Dia berpendapat bahwa pada Pasal 28 Undang-Undang Dasar 1945 masyarakat dijamin dan diperbolehkan menyampaikan pendapat secara lisam maupun tulisan.

"Kita akan lihat apakah ada pelanggaran HAM atau tidak," ujarnya.

Majalah Lentera dengan Edisi "Salatiga Kota Merah" diketahui terbit pada Jumat (9/10) lalu. Saat itu, majalah mempublikasikan karya jurnalistik investigasi dan jurnalisme presisi terkait dampak peristiwa Gerakan 30 September (G30S) bagi Kota Salatiga.

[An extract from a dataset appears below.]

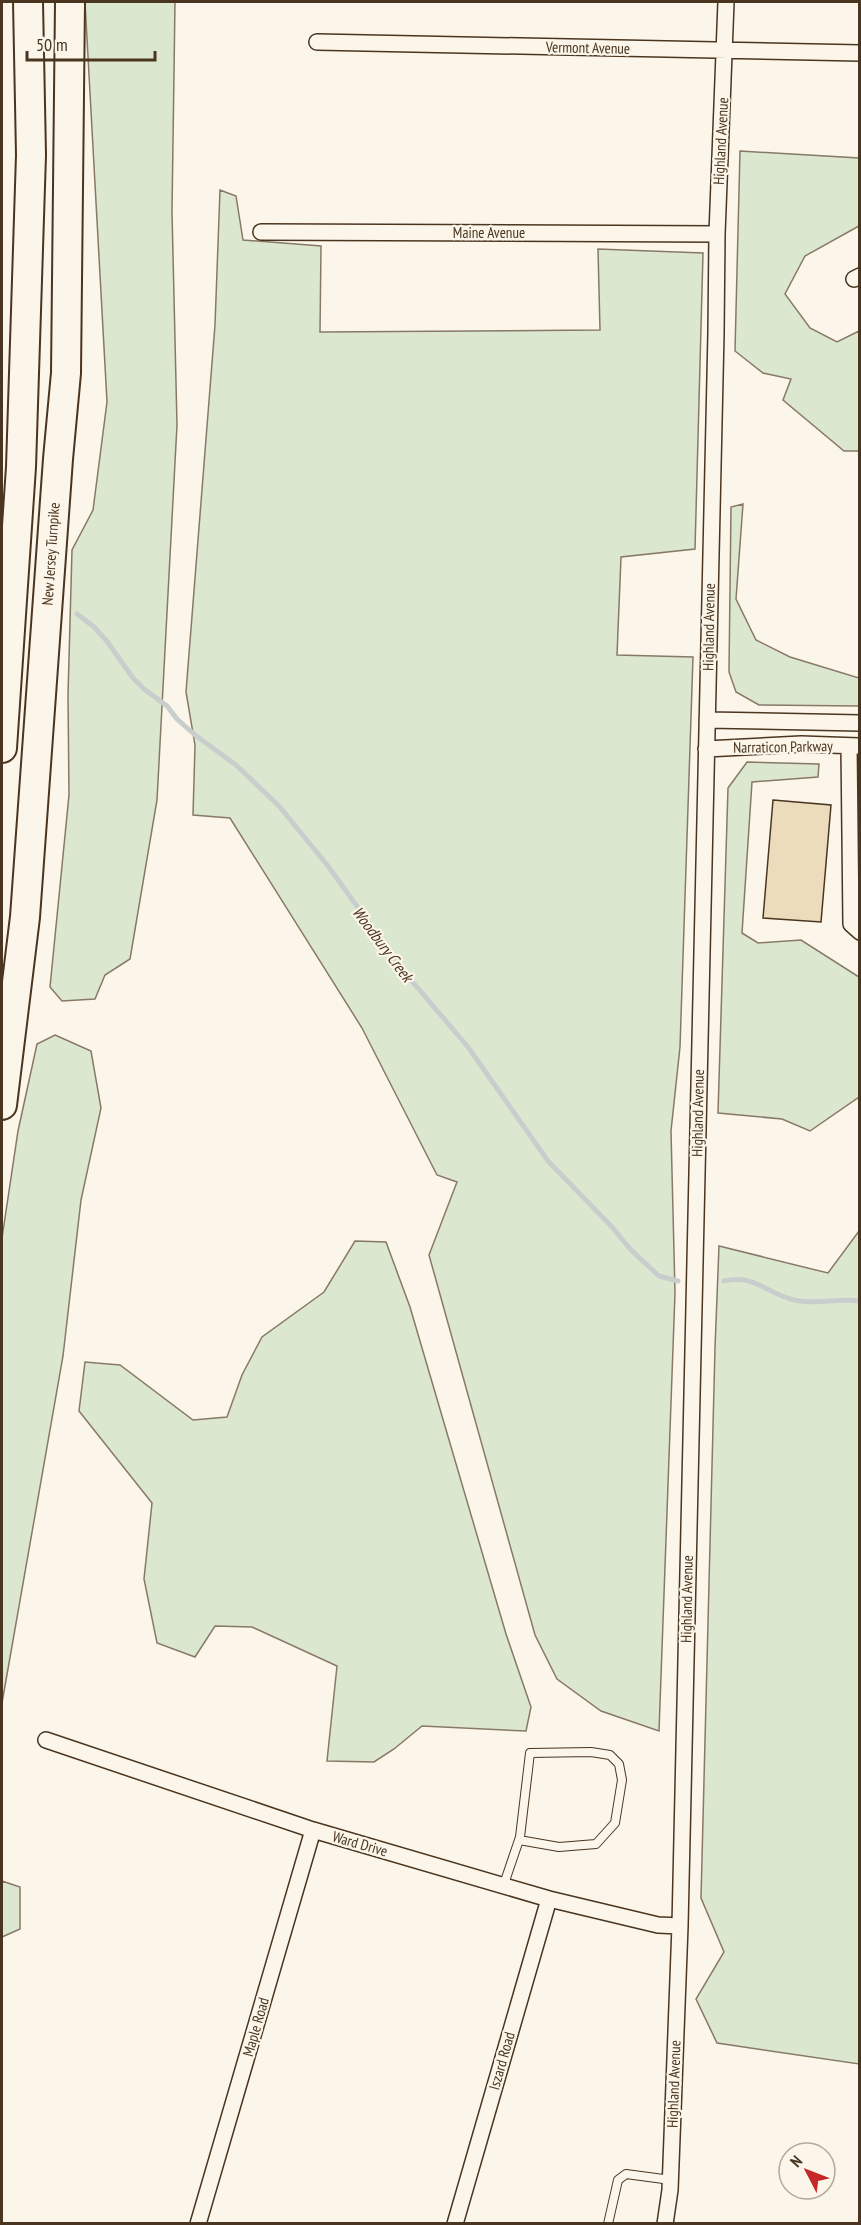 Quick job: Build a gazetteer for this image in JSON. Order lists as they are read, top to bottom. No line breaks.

Para jurnalis Majalah tersebut melakukan penelusuran terhadap Walikota Salatiga Bakri Wahab yang diduga merupakan anggota Partai Komunis Indonesia.

Selain itu, mereka juga mengupas peristiwa pembantaian simpatisan dan terduga PKI di Salatiga dan sekitarnya dengan melakukan investigasi di beberapa titik pembantaian.

Majalah yang dibanderol seharga Rp 15 ribu itu dijual sebanyak 500 eksemplar kepada masyarakat Salatiga dengan cara menitipkan di sejumlah kafe. Tak hanya itu, majalah juga disebarluaskan ke instansi pemerintahan di Salatiga serta organisasi masyarakat di Semarang, Yogyakarta, dan Jakarta.

Sepekan setelah terbit, pemimpin redaksi Majalah Lentera Bima Satria Putra dipanggil oleh Rektor Universitas Kristen Satya Wacana serta jajaran universitas lainnya. Hasil pembicaraan saat itu, dikabarkan bahwa redaksi harus menarik semua majalah yang tersisa di agen-agen.

Bahkan, polisi dikabarkan secara sepihak telah menarik majalah tersebut dari peredaran dengan alasan menciptakan situasi kondusif pada masyarakat.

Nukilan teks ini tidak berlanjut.